ACTIVITY - Repeat exactly, and only, the lines of the entries below from the one with "M297,312l20,1 -1,23h-20z" through the one with "M553,561l16,12 -5,5 8,6 -6,8 -24,-17z", both ends included.

◇ ◇ ◇ ◇

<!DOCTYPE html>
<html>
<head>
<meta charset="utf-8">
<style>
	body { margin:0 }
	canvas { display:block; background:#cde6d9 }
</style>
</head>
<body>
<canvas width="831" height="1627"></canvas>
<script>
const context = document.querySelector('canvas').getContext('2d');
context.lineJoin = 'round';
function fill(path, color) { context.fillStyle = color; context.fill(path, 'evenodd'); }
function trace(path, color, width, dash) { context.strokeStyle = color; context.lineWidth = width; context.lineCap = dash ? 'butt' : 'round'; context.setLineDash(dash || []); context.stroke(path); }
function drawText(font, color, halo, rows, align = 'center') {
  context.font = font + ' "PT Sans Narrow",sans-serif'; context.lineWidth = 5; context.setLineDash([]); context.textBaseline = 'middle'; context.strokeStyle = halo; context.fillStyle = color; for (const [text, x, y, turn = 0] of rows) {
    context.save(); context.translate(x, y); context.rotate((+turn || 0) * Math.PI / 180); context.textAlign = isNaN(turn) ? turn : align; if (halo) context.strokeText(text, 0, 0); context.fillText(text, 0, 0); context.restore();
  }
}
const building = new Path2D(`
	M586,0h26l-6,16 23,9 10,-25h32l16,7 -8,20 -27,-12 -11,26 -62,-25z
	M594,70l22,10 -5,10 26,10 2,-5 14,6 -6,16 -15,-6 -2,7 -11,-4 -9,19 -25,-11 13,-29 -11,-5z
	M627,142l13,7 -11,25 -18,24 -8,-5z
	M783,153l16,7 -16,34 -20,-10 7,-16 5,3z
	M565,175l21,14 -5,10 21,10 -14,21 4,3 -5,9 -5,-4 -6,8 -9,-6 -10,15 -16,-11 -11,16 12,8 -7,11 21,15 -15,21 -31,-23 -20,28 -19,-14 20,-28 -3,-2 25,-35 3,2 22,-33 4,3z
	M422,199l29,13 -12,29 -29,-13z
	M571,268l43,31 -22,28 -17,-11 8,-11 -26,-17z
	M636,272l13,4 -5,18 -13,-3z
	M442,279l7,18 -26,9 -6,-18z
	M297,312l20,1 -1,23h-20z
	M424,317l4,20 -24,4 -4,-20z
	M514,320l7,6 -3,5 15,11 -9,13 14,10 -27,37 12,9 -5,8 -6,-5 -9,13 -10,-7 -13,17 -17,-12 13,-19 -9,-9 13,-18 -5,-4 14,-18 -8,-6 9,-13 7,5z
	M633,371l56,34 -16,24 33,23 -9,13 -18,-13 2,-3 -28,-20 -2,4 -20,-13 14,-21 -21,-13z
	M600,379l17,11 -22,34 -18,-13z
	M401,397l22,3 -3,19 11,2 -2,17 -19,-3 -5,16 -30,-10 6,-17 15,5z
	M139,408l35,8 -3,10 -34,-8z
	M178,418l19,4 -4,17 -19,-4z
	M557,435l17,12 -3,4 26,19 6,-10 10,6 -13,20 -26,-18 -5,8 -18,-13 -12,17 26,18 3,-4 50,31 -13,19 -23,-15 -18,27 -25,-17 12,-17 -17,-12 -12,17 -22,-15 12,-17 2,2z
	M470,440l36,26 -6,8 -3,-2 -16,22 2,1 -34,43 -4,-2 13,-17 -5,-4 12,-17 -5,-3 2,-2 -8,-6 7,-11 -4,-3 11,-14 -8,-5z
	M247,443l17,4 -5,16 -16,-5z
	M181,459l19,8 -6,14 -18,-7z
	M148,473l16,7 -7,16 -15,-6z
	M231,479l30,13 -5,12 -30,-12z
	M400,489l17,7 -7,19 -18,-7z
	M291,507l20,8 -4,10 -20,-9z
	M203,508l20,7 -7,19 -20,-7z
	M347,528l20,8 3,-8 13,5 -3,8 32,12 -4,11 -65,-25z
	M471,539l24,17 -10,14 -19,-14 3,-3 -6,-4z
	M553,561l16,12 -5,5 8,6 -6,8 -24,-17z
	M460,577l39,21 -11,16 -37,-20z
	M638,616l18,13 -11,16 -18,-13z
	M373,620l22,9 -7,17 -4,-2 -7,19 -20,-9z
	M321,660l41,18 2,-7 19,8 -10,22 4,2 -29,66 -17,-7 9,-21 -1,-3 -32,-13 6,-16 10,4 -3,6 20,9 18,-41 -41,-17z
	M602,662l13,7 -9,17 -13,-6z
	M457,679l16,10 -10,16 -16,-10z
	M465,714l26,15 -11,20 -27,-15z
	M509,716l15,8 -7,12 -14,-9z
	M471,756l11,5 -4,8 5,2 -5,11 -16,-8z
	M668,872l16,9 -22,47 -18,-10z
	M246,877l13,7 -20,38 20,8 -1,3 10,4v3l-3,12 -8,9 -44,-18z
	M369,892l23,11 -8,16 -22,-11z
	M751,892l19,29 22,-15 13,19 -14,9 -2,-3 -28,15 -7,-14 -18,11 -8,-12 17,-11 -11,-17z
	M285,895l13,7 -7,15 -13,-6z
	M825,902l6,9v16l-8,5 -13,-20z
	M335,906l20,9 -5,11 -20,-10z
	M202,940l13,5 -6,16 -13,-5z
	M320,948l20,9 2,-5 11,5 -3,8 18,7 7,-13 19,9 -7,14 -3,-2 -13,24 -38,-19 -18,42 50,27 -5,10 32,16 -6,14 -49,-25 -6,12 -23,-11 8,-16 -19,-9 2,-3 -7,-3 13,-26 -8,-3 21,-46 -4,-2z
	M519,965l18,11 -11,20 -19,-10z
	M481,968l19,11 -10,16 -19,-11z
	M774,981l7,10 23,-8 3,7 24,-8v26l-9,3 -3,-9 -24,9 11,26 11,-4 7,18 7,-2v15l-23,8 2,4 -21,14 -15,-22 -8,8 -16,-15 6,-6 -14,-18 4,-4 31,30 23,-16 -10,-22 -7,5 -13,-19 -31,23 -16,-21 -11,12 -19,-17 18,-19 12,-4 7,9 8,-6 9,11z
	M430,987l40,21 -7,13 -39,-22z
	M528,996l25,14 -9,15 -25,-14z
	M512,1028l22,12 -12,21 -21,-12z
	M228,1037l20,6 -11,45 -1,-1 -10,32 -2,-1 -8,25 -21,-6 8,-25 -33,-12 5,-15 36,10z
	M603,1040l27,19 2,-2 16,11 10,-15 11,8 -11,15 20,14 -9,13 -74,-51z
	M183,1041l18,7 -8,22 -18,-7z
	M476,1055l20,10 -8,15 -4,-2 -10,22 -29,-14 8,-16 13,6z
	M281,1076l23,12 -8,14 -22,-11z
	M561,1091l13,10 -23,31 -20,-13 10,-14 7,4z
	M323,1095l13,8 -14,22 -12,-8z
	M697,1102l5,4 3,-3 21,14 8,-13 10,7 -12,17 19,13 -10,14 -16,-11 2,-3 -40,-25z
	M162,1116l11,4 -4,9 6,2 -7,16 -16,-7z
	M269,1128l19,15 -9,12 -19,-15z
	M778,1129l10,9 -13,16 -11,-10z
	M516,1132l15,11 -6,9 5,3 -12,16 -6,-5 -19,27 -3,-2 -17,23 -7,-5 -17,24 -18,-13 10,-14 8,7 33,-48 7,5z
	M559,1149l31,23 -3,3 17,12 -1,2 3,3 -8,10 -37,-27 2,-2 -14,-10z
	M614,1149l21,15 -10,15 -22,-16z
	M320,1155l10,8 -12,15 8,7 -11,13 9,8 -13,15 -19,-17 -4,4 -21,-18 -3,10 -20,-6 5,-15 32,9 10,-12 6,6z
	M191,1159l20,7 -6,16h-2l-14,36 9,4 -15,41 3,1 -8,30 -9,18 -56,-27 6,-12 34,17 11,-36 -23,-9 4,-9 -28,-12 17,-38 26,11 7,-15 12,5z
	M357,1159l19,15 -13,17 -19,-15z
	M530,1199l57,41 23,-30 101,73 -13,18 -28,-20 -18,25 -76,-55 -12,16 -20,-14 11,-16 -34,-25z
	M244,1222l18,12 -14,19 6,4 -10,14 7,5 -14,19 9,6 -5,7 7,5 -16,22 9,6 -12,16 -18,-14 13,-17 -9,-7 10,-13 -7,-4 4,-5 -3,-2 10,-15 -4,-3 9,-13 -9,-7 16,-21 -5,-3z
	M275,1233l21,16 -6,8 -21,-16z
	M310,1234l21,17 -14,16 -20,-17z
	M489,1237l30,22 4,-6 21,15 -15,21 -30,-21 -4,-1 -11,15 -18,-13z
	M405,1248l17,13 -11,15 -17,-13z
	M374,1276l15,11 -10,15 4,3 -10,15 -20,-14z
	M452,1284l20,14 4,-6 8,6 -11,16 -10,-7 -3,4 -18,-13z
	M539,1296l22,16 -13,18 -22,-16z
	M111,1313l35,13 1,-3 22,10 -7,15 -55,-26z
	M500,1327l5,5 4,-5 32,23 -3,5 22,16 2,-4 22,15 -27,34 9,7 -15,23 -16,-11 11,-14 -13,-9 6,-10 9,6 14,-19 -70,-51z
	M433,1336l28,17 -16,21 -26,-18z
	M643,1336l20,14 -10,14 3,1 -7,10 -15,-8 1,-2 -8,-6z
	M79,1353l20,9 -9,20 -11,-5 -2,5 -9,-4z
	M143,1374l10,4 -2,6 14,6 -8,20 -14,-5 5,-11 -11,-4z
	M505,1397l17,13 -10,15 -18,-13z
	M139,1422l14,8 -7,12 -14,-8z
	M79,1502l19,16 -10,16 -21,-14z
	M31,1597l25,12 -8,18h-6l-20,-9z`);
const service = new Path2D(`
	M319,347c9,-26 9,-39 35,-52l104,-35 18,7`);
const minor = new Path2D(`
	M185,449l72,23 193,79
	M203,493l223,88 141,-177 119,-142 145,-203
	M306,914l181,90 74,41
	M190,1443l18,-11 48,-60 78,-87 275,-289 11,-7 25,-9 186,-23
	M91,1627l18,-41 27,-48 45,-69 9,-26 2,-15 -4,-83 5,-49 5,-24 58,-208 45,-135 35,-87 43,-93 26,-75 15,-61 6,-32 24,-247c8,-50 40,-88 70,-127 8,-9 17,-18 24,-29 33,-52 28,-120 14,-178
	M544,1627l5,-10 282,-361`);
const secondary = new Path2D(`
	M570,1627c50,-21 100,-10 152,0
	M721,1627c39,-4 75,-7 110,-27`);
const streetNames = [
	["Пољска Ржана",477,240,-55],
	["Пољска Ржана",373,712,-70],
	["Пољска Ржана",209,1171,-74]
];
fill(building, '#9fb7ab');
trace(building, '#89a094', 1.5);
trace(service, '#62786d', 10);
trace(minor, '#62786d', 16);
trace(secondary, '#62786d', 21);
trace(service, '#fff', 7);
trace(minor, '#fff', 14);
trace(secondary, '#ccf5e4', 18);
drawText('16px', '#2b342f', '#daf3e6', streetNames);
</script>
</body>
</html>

◇ ◇ ◇ ◇

SOLUTION TO THE PROBLEM -
	M297,312l20,1 -1,23h-20z
	M424,317l4,20 -24,4 -4,-20z
	M514,320l7,6 -3,5 15,11 -9,13 14,10 -27,37 12,9 -5,8 -6,-5 -9,13 -10,-7 -13,17 -17,-12 13,-19 -9,-9 13,-18 -5,-4 14,-18 -8,-6 9,-13 7,5z
	M633,371l56,34 -16,24 33,23 -9,13 -18,-13 2,-3 -28,-20 -2,4 -20,-13 14,-21 -21,-13z
	M600,379l17,11 -22,34 -18,-13z
	M401,397l22,3 -3,19 11,2 -2,17 -19,-3 -5,16 -30,-10 6,-17 15,5z
	M139,408l35,8 -3,10 -34,-8z
	M178,418l19,4 -4,17 -19,-4z
	M557,435l17,12 -3,4 26,19 6,-10 10,6 -13,20 -26,-18 -5,8 -18,-13 -12,17 26,18 3,-4 50,31 -13,19 -23,-15 -18,27 -25,-17 12,-17 -17,-12 -12,17 -22,-15 12,-17 2,2z
	M470,440l36,26 -6,8 -3,-2 -16,22 2,1 -34,43 -4,-2 13,-17 -5,-4 12,-17 -5,-3 2,-2 -8,-6 7,-11 -4,-3 11,-14 -8,-5z
	M247,443l17,4 -5,16 -16,-5z
	M181,459l19,8 -6,14 -18,-7z
	M148,473l16,7 -7,16 -15,-6z
	M231,479l30,13 -5,12 -30,-12z
	M400,489l17,7 -7,19 -18,-7z
	M291,507l20,8 -4,10 -20,-9z
	M203,508l20,7 -7,19 -20,-7z
	M347,528l20,8 3,-8 13,5 -3,8 32,12 -4,11 -65,-25z
	M471,539l24,17 -10,14 -19,-14 3,-3 -6,-4z
	M553,561l16,12 -5,5 8,6 -6,8 -24,-17z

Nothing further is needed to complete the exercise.